The cryptocurrency market continued to trend higher, with Bitcoin edging into the 5,300 USD area before a mild regression back into the mid-$5,200 zone, while Ethereum rallied aggressively to 170 USD after stops were tripped breaking through $168. Both Bitcoin and Ethereum futures curves are now trading in contango, however, it remains to be seen whether this will be sustainable going forward. The amount of ETH locked into the MarkerDAO credit ecosystem has declined, albeit marginally, to 2.03% vs 2.08% prior to the most recent stability fee hike. The stablecoin DAI has also edged back towards its peg level and resumed trading more in line with its peers. As such, at least for the time being, further hikes are unlikely to be on the agenda. Still, as the crypto market continues to move higher, leverage will continue to remain an attractive option for maximizing returns, especially as the DeFi ecosystem continues to expand.

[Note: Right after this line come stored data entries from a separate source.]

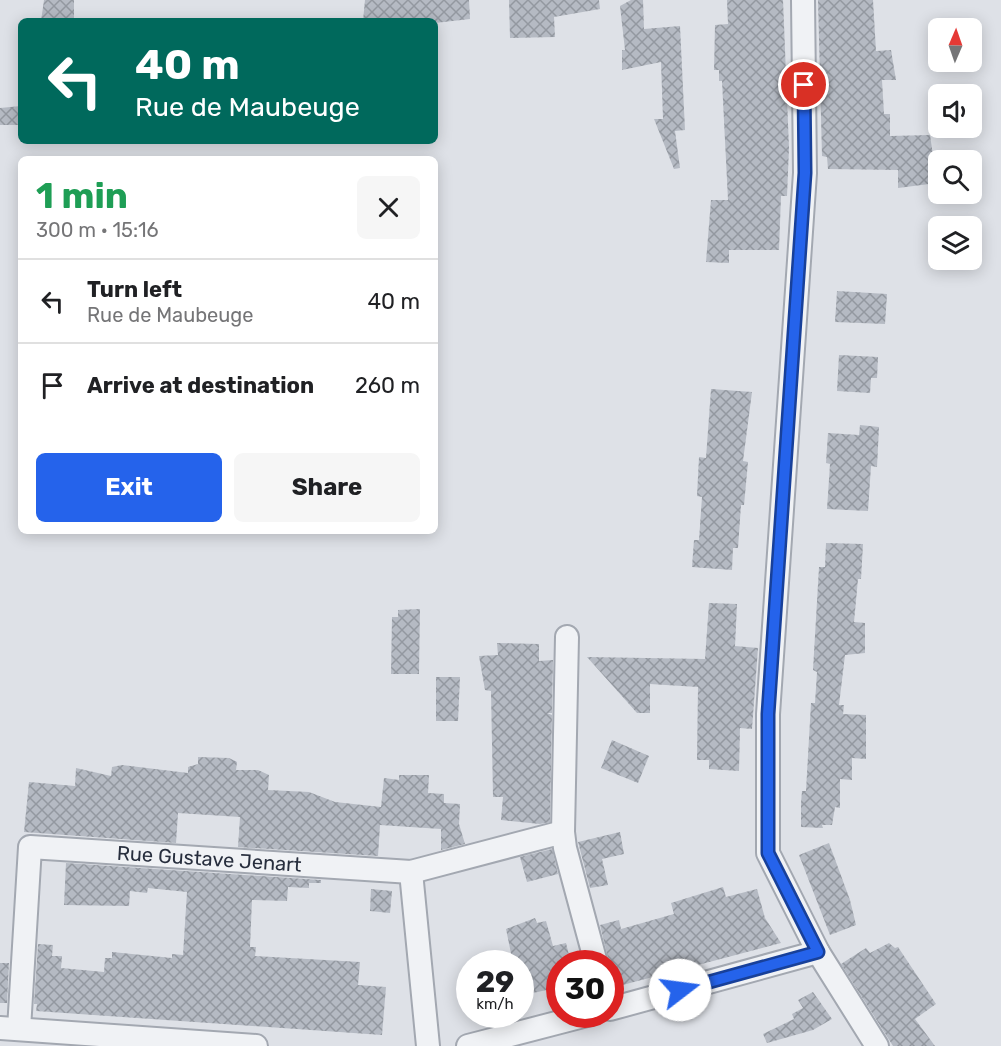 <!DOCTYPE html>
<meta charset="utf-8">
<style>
:root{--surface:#fff;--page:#f6f6f6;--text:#202124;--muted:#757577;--line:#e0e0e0;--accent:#2563eb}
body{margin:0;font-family:Rubik,sans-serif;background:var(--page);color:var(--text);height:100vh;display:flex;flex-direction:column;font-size:22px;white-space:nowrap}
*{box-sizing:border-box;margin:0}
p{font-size:20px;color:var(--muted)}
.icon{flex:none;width:33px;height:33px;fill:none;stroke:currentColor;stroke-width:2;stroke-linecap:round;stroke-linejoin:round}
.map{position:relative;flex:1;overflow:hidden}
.drawer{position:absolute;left:18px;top:156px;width:420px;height:378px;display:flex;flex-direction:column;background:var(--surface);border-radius:9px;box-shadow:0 3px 15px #0003}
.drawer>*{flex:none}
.hud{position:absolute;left:18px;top:18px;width:420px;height:126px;border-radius:9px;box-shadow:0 3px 15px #0003;background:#00695c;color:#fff;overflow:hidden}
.needle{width:39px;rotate:2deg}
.fabs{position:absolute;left:928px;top:18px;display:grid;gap:12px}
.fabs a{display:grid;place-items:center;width:54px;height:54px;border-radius:9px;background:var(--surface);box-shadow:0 3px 15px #0003;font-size:30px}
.speed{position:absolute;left:456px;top:950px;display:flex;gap:12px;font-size:30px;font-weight:700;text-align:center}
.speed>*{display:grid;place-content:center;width:78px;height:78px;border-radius:50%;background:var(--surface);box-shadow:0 3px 15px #0003;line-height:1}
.speed small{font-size:15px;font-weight:400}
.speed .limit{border:9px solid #d22;background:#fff;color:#111}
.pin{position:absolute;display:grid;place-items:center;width:51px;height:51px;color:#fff;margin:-26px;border:3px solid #fff;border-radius:50%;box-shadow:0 2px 6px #0007}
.me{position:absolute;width:66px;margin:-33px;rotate:75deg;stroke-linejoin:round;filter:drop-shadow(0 0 4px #0008)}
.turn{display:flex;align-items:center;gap:21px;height:126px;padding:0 18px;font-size:27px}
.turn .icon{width:78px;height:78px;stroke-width:2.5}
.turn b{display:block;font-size:42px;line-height:51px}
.round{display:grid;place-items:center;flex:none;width:63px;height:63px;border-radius:9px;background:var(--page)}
.overview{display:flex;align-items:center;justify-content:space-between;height:102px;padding:0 18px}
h1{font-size:36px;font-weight:700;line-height:45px;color:#1e9e55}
.cta{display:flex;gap:12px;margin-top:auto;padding:12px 18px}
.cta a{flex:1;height:69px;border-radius:9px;background:var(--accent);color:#fff;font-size:24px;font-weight:700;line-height:69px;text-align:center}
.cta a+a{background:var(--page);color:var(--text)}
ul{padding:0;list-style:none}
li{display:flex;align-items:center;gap:18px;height:84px;padding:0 18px;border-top:2px solid var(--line)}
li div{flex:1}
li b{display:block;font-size:22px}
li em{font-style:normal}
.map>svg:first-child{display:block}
</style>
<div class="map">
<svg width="1001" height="1046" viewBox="0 0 1001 1046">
<defs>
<pattern id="building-cross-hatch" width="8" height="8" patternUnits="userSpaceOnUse" patternTransform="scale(1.5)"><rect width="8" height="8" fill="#b5bac3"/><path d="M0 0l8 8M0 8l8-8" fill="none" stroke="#9398a0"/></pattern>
</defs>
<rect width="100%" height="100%" fill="#dee1e7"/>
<path fill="url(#building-cross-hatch)" d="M 44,0 L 74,0 L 74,21 L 41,21 Z
M 365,0 L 469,0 L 470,19 L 435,23 L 435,21 L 363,21 Z
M 509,0 L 599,0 L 600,9 L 554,17 L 555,37 L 510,38 Z
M 631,0 L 643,0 L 644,29 L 680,26 L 685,130 L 675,131 L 680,168 L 674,169 L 654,119 L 663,119 L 661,62 L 622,70 L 622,50 L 625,50 L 620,6 Z
M 727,0 L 783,0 L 789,148 L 787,196 L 781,196 L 779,250 L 729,250 L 729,263 L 706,262 L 711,200 L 728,200 L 722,81 L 719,81 L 719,70 L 714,70 L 715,25 L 728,24 Z
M 818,0 L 873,0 L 876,51 L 891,50 L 896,80 L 882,80 L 884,114 L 890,114 L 890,136 L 930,135 L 937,183 L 898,188 L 898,170 L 828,169 L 827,157 L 822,156 Z
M 21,106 L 21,125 L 0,125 L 0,108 Z
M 837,291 L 887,294 L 885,324 L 835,322 Z
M 839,355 L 878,357 L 877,378 L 871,378 L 870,393 L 837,391 Z
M 711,389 L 752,392 L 743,461 L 748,462 L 744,505 L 741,505 L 738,548 L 733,548 L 732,570 L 692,567 L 694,540 L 699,540 L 702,497 L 697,496 L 699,457 L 706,458 Z
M 860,425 L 879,427 L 877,467 L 871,466 L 868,511 L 827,509 L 830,464 L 826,463 L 828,433 L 859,435 Z
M 826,543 L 863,544 L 861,579 L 858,579 L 854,622 L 865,623 L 865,653 L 845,655 L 839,705 L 844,705 L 843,714 L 866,715 L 866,759 L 852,758 L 852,780 L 840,779 L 840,808 L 835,807 L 832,825 L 822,825 L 823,828 L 801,827 L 801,803 L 802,791 L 806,791 L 811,703 L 815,703 L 817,672 L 813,670 L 819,567 L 825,567 Z
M 709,603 L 737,604 L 735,646 L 758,648 L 752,729 L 740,728 L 739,771 L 709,769 L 709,760 L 697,760 L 698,687 L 650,684 L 650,713 L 637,713 L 587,657 L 705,659 Z
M 420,609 L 419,674 L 391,674 L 392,617 L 398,617 L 398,610 Z
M 497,643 L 539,644 L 539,661 L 553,660 L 552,713 L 547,713 L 552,715 L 550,822 L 540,824 L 501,820 L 503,797 L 493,797 L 491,691 L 485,690 L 479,656 L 498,655 Z
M 436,677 L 460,677 L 458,721 L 436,721 Z
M 612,740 L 649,756 L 638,783 L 601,768 Z
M 198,757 L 229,758 L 237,762 L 236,770 L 258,770 L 269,775 L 268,790 L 309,792 L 335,802 L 381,807 L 384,778 L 399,780 L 399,775 L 429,775 L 428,793 L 444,794 L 444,803 L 460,804 L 459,824 L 465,844 L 441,850 L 441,829 L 380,825 L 378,856 L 238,847 L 240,817 L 178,813 L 176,843 L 24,832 L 29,782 L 75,786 L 76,768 L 111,776 L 112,767 L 122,765 L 188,773 L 188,767 L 198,764 Z
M 620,832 L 624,854 L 602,859 L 608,885 L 590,888 L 578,842 Z
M 829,843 L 850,900 L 856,925 L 830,935 L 799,855 Z
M 552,849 L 558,874 L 527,882 L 520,857 Z
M 66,863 L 321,880 L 321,883 L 309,883 L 309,888 L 288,887 L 287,901 L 252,900 L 250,947 L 256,947 L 255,956 L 360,962 L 358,985 L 386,987 L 382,1035 L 36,1011 L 37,1004 L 34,1004 L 38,944 L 53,945 L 52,956 L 62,956 L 61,968 L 104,972 L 105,958 L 112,958 L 112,952 L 172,958 L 172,954 L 183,955 L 187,892 L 148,888 L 147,893 L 130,891 L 129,906 L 64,905 Z
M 723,887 L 726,897 L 757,889 L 765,918 L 781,943 L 615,987 L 600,925 L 619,920 L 621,929 L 674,914 L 671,903 Z
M 371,889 L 392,891 L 390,913 L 370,911 Z
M 535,918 L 537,923 L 546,921 L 553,946 L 566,943 L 571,963 L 560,963 L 560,987 L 533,993 L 524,963 L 513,963 L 506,929 Z
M 889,943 L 895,948 L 898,947 L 936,1004 L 915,1019 L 935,1046 L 893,1046 L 841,964 L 866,948 L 870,953 Z
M 0,963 L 9,963 L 7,1003 L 0,1003 Z
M 813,992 L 832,1019 L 813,1030 L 767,1043 L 763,1034 L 794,1019 L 792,1014 L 803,1008 L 798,1000 Z"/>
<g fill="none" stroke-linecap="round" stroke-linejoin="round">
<g stroke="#a3a8b1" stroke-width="26">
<g id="minor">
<path d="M 803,0 L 805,173 L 768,714 L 768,853 L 818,952 L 877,1046"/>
<path d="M 563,832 L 567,637"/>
<path d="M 411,872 L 428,1046"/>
<path d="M 610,1009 L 818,952"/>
<path d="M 0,1028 L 256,1046"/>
<path id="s1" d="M 19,1029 L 30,847 L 411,872 L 563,832 L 565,848 L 596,963"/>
<path d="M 468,1046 L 591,1014"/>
</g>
</g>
<use href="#minor" stroke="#f0f2f5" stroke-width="22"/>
</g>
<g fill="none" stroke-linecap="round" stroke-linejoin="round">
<g stroke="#184099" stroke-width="15">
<path id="route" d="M 680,990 L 818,952 L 768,853 L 768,714 L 805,173 L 804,85"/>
</g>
<use href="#route" stroke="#2563eb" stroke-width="10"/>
</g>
<g text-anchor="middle" stroke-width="5" stroke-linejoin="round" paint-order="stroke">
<g font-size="20" fill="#272e3d" stroke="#edf0f5">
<text dy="7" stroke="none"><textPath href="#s1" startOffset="362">Rue Gustave Jenart</textPath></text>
</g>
</g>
</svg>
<div class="fabs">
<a><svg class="needle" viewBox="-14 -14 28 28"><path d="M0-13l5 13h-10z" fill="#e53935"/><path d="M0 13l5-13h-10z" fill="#757577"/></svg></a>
<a><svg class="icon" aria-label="sound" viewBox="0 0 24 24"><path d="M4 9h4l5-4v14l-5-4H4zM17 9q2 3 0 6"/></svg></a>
<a><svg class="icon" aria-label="search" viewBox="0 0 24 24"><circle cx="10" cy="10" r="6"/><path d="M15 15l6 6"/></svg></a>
<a><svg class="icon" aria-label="layers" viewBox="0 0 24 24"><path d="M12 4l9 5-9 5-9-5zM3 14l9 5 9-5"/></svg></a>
</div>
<div class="speed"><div>29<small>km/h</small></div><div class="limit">30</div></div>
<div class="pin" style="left:804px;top:85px;background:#d93025"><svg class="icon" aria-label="arrive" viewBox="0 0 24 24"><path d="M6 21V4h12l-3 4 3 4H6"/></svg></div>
<svg class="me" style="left:680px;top:990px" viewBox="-20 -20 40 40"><circle r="19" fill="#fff"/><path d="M0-13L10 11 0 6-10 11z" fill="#2563eb"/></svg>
<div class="hud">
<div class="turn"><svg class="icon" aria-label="left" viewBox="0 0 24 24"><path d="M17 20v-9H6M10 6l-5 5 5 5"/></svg><div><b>40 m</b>Rue de Maubeuge</div></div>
</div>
<section class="drawer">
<div class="overview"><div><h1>1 min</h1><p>300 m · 15:16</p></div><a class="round"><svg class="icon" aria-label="close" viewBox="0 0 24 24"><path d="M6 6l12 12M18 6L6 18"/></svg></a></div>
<ul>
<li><svg class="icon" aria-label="left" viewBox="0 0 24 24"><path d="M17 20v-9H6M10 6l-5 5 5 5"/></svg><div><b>Turn left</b><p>Rue de Maubeuge</p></div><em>40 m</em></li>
<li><svg class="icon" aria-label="arrive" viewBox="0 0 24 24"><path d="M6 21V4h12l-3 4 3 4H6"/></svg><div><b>Arrive at destination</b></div><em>260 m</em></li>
</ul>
<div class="cta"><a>Exit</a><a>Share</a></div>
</section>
</div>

In other news, Binance is trying to lure projects currently building on Ethereum to switch over to their native blockchain, the Binance Chain. The main incentive for the switch is said to be listing on the platform.
Also of note, financial assets rating agency, Weiss, has tweeted that Microsoft’s communication app, Skype, might soon integrate XRP coin into its platform, allowing users to tip each other and send microtransactions via the XRP TipBot. Microsoft, which owns Skype, is also testing blockchain technology and several projects make use of its Azure cloud platform.
Elsewhere, in a move that will support further adoption of cryptocurrency across the world, Coinbase has introduced crypto-to-crypto conversions and trading to 11 more countries in Latin America and Southeast Asia. The product is now also available to Argentina, Mexico, Peru, Colombia, Chile, India, Hong Kong, South Korea, Indonesia, the Philippines, and New Zealand.
Finally, the eagerly anticipated blockchain ecosystem Telegram Open Network (TON) has announced that is has partnered with German financial services provider Wirecard to develop new digital financial products.